View Full Version : Palimpsest Disk Utility (SMART errors)


ACiD GRiM
14th April 2009, 07:27 PM
Is it just me or did yesterday's update later in the day (US MTN Time) for the SMART give more people an error? I have a 13 day old laptop, and the smart palimpest is saying i have 52 bad sectors all of the sudden. It only appeared in my notification tray after i restarted. Should I be worried?

cheesie
14th April 2009, 09:10 PM
Same message

ACiD GRiM
14th April 2009, 10:07 PM

Ok Good, how "same" is it? Does it say 52 bad sectors, or some other number (I have a 320GB HDD)

PeTzZz
14th April 2009, 10:45 PM
I have one failing that needs replacing soon, it seems. The oldest one is still quite OK. Screenshots (120, 160 and 500 GB):
http://img140.imageshack.us/img140/6759/124gbataic35l120avv2071.th.png (http://img140.imageshack.us/my.php?image=124gbataic35l120avv2071.png) http://img530.imageshack.us/img530/5742/160gbatast3160023asmart.th.png (http://img530.imageshack.us/my.php?image=160gbatast3160023asmart.png) http://img22.imageshack.us/img22/6272/500gbatawdcwd5000aaks7s.th.png (http://img22.imageshack.us/my.php?image=500gbatawdcwd5000aaks7s.png)
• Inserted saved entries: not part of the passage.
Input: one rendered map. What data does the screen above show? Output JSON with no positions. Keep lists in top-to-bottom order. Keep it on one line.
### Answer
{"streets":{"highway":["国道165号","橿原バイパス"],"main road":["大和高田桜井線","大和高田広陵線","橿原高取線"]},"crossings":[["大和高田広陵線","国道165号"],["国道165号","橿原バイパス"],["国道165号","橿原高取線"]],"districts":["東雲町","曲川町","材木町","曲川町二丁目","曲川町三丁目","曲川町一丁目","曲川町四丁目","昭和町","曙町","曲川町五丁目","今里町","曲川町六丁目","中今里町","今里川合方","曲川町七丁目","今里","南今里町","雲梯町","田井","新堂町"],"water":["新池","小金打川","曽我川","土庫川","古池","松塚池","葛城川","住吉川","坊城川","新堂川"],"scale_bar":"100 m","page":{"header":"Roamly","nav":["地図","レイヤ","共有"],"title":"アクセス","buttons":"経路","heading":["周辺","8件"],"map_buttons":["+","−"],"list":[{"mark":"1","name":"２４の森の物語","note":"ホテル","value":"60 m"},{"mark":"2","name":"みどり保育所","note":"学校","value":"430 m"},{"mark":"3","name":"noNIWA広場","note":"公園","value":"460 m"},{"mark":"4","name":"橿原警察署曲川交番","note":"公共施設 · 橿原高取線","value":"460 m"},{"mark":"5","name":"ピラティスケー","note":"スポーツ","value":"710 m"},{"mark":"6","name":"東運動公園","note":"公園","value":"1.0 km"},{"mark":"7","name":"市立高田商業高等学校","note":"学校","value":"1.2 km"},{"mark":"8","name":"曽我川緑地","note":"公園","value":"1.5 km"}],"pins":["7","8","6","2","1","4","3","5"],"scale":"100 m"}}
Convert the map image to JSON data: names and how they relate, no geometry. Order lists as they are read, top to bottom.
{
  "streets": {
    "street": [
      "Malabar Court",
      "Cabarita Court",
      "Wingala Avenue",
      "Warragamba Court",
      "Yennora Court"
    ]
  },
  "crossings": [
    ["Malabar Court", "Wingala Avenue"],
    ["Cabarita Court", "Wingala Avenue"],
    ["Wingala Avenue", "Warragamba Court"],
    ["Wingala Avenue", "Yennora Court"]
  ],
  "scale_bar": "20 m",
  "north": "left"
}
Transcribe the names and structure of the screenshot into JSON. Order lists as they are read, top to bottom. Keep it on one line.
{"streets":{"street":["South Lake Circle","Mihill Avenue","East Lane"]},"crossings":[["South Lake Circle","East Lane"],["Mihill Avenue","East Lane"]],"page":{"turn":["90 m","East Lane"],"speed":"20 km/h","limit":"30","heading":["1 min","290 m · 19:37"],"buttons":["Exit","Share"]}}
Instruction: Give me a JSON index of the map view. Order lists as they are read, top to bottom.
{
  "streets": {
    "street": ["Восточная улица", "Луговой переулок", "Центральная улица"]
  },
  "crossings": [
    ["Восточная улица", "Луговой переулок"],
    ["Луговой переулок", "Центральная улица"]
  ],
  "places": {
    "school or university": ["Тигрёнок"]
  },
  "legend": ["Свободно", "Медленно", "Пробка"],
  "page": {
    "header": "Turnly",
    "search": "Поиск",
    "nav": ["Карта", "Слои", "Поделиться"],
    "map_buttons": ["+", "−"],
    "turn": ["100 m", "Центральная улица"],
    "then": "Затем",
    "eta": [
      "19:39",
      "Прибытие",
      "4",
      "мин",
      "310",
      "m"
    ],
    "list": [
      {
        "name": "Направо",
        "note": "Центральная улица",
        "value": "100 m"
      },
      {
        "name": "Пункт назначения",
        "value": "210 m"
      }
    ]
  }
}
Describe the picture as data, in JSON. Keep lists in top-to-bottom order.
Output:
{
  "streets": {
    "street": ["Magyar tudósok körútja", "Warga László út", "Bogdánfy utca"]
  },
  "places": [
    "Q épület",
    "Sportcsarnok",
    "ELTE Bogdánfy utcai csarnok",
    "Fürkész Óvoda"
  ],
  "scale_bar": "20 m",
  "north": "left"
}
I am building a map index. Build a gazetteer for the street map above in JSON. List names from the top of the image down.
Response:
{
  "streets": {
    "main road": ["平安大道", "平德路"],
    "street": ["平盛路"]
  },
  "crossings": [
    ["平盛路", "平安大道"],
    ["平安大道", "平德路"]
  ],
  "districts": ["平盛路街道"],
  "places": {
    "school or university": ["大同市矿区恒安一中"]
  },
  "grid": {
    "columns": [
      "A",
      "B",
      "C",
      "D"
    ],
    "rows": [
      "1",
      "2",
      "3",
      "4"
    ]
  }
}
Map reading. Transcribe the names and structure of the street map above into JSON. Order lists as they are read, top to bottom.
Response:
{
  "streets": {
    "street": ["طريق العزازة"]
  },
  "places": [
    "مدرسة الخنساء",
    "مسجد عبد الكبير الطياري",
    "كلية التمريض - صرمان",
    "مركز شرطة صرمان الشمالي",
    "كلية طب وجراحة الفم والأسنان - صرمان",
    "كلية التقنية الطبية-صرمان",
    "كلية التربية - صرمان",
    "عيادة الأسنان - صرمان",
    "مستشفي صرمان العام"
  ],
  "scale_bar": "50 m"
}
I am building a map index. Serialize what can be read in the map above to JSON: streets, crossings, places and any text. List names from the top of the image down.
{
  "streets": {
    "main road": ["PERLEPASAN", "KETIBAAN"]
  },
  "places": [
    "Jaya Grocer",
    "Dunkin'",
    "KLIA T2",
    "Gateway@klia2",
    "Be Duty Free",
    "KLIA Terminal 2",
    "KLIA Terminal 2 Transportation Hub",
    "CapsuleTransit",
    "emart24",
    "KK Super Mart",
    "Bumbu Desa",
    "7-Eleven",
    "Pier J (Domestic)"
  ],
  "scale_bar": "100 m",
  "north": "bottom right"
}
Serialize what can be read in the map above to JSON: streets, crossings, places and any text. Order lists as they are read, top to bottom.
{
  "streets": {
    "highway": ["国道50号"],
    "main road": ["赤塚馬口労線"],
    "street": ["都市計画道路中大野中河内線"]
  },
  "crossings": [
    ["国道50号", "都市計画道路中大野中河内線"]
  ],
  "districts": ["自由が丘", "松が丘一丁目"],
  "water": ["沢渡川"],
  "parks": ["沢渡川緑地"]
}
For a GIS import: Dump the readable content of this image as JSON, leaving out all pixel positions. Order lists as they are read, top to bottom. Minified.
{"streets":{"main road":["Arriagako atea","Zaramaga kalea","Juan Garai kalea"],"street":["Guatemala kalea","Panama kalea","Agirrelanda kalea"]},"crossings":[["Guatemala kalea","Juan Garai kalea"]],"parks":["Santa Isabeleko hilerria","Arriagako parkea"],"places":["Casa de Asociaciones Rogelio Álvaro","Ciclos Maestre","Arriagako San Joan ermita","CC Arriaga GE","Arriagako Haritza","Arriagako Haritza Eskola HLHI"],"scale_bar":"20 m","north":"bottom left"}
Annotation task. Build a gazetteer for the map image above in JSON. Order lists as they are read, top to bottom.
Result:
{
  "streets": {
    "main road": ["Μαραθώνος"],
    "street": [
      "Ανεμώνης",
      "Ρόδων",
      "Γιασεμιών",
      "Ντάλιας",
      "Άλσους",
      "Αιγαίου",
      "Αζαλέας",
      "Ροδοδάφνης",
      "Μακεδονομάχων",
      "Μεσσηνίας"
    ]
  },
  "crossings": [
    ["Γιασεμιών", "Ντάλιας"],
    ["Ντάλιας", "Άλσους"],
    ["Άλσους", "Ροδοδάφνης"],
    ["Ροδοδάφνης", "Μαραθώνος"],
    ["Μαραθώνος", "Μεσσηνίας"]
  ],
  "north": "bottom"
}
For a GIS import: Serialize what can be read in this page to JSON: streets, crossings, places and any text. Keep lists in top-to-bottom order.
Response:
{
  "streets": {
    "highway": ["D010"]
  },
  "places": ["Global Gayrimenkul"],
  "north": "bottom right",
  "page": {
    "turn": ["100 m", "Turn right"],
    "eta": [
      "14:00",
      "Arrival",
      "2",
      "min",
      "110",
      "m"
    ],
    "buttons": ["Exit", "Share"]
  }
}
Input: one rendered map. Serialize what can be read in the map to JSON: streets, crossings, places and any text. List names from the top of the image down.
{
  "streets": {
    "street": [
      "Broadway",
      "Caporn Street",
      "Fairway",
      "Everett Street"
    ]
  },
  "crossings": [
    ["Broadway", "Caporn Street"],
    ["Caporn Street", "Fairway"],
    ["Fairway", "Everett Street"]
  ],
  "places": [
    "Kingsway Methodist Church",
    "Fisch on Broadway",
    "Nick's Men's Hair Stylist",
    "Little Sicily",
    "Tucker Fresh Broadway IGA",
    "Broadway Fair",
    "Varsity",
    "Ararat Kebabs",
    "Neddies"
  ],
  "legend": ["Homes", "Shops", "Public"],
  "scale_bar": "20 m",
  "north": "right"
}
http://fedoraproject.org/wiki/Features/DeviceKit
How To Test
...
5. Verify that palimpsest correctly reports smart data from disks which support it.

I don't have any experience with the SMART system, so I don't have any suggestions how to test the correctness of the reports.

ACiD GRiM
15th April 2009, 12:42 AM
I'm going to check the smart result on rescuecdlinux (gentoo) to compare when I get home.

glennzo
15th April 2009, 11:15 AM
Ladies and Gentlemen. Trouble in paradise this morning. I booted Fedora 11 Beta on my laptop and saw a strange (to me at least) icon in the top panel. Hovering the mouse pointer over the icon got me a tooltip that said One or more disks are failing. I'm thinking that this can't be good but this is Beta so I'm a little sceptical. I'll be booting Fedora 10 and Vista to see what happens there. In the meantime here's 3 screen shots of the Palimpsest Disk Utility.
http://img147.imageshack.us/img147/8356/screenshotharddisk1.th.png (http://img147.imageshack.us/my.php?image=screenshotharddisk1.png)
http://img147.imageshack.us/img147/8775/screenshotharddisk2.th.png (http://img147.imageshack.us/my.php?image=screenshotharddisk2.png)
http://img301.imageshack.us/img301/9241/screenshotharddisk3.th.png (http://img301.imageshack.us/my.php?image=screenshotharddisk3.png)
I'll post back with results from F10 and Vista.

glennzo
15th April 2009, 11:53 AM
No one has any idea? Not to bump the thread but just to update, I've since booted to Fedora 10. No notifications. No Palimpsest Disk Utility either. Then I booted to Windows Vista (Home Premium). No errors there. I imagine that this may have to do with new software for F11 (I assume that the disk utility is new) that has a few glitches. Time will tell.

Hlingler
15th April 2009, 11:57 AM
Hi Glenn:

You can run smartctl manually in F10 to verify:
yum install smartmontools
smartctl -a /dev/sd[a-z]

Test:
smartctl -t short[long,offline] /dev/sd[a-z]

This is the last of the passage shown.